This poem is a continuation of the Battle of Midday Part 1, and I suggest reading that entry before continuing with this post.
I wrote this poem several months ago while studying for Step 2, which was a completely different experience than studying for Step 1. Studying for Step 1 was a rollercoaster full of self-doubt, insecurity, sadness and disappointment. Things did not exactly play out in my favor initially, and I struggled with handling the pressure of it all. But when the time for Step 2 came, I felt confident in my abilities to set up a successful study plan, which included very important self-care time that I did not make a priority during Step 1 studying. I did yoga three times a week and spent time with my husband every evening. Making me a priority over the test allowed me to take care of myself in a way that opened up the road to success on the exam. I felt like, “Look at me! I can do this! I am studying. I feel good. I’m happy. I can do this!” It is that very exciting sense of “I made it!” that inspired me to write this second part of the poem.

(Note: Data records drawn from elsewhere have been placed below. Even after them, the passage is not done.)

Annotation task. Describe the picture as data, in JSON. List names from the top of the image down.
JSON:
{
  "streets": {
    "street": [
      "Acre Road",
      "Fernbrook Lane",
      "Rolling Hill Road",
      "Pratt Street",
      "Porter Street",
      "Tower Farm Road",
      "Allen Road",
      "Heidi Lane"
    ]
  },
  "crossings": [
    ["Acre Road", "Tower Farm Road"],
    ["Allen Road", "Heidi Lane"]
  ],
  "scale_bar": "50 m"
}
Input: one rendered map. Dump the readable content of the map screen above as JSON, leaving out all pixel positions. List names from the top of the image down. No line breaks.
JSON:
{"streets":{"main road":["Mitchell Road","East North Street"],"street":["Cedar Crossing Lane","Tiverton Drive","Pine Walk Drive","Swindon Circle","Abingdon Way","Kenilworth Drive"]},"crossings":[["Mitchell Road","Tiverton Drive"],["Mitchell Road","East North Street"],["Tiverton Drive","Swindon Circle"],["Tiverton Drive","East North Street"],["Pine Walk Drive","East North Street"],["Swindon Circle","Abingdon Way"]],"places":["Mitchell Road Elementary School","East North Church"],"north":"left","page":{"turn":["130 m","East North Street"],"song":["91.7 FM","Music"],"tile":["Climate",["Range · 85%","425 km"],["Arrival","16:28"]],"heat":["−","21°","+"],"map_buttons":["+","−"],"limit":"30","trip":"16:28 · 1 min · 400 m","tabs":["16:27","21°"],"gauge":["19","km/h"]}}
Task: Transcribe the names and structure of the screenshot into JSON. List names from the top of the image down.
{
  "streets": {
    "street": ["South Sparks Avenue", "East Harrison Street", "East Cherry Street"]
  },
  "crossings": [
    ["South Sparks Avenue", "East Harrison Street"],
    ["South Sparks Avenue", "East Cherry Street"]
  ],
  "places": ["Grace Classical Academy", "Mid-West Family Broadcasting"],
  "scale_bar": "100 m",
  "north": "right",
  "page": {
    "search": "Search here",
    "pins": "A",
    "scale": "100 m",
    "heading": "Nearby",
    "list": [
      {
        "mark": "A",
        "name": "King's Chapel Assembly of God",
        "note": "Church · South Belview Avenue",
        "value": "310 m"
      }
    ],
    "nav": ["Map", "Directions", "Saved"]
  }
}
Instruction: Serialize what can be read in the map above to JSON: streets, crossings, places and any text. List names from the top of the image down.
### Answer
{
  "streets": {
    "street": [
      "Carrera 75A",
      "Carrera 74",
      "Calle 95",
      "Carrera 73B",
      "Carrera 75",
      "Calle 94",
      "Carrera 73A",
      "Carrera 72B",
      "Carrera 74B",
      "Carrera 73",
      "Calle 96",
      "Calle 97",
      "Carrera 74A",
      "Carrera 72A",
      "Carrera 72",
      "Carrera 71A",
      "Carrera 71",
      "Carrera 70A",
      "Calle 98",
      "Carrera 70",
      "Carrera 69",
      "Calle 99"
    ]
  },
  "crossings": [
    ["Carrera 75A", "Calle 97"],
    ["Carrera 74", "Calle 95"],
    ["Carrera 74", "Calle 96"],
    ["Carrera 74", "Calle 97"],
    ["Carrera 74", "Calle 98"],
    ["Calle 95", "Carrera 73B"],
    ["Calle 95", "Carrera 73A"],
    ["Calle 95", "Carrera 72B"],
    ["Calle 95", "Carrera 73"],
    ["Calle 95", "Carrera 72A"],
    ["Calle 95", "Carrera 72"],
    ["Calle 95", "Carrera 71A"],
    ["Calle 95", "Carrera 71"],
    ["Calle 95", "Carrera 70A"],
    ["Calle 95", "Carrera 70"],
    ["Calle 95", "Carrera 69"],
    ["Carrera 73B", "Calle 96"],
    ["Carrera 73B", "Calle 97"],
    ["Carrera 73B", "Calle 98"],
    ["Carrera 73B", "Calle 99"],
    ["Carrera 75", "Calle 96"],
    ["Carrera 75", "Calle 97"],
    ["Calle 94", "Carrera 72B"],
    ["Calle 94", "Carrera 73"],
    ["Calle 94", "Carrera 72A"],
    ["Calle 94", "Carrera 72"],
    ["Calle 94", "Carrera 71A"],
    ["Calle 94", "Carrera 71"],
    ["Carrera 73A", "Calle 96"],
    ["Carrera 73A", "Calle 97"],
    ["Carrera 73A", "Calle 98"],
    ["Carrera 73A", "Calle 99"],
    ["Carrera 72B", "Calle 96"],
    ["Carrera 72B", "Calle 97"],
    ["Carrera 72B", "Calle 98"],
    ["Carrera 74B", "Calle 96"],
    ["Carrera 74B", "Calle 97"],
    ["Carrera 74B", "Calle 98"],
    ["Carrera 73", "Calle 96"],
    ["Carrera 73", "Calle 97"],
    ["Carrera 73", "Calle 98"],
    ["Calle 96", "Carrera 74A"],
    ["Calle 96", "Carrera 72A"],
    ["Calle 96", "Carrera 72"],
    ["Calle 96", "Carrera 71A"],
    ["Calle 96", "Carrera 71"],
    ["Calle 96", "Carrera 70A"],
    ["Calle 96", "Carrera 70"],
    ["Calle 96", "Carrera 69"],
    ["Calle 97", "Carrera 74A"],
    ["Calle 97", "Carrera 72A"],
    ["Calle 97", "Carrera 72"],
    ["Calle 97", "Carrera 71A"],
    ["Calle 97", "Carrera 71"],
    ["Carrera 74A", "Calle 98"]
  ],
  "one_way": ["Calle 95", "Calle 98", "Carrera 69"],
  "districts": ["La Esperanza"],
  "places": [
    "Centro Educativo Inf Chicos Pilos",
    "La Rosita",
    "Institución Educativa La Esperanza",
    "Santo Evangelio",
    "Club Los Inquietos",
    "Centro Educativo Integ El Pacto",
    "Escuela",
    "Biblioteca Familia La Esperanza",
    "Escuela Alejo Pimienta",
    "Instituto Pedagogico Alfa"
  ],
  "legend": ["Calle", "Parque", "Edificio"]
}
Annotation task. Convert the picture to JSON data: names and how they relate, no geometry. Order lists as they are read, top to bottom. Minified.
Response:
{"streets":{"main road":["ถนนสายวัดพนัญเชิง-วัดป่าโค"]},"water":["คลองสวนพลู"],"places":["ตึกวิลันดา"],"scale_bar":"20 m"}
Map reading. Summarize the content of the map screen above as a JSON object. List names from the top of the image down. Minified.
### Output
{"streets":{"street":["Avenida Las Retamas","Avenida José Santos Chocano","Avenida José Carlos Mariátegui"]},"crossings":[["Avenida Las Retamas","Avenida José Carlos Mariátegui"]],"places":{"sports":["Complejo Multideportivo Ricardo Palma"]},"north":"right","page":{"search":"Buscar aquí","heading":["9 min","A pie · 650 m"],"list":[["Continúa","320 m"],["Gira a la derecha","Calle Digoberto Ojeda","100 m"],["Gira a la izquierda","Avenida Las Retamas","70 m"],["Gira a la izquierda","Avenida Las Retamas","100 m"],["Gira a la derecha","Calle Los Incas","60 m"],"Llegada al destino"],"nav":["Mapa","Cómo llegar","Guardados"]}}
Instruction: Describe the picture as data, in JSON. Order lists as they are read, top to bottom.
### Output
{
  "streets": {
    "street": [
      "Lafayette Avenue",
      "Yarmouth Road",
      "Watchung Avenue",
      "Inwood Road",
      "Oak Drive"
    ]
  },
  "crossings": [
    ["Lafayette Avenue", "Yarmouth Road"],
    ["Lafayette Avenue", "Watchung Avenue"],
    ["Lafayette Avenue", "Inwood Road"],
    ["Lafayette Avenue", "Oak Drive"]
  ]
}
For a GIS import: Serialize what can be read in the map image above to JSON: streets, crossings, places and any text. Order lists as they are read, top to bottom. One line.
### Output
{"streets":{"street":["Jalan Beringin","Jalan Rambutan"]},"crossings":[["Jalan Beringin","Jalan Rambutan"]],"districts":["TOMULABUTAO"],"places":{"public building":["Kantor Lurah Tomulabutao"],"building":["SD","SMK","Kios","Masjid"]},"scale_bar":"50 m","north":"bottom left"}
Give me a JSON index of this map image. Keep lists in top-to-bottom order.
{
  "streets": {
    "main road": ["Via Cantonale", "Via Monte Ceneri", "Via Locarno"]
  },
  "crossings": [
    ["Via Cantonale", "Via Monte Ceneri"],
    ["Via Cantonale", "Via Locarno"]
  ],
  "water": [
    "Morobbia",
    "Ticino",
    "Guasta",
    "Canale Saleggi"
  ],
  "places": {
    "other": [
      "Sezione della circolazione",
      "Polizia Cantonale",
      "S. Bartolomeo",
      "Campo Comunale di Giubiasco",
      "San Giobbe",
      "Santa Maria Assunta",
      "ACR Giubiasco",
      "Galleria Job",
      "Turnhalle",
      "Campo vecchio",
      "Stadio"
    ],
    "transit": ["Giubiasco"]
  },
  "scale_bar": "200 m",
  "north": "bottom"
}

Looking back on how much confidence I gained and the growth I experienced over the years amazes me. I could not be prouder of the place I am in today. I hope others who read part 1 and now part 2 of this poem see themselves and the transitions they have made throughout their own medical education. We should all be proud of the challenges we have overcome and celebrate every victory, big or small.
The Battle of Midday-part 2
Oh yes, I’m back without attack, like how I was before.
With growing strides and doubt that hides
away from breaking thoughts.
I’ve made a turn, with blood and burn,
to better places I have sought.
To higher ground, with leaps I’ve bound my mind upon the sun.
On hands and knees my fingers bleed with parts that came undone.
Not looking down into the depths of where I lay before,
I guide myself with confidence into an open door.
Resent and fear still seated near, an everlasting bond.
I can’t un-break my past mistakes —
they’re with me all along.
In written words I seem a blur as applications brew,
But see me clear and breathe relief,
You’ll know my strength is true.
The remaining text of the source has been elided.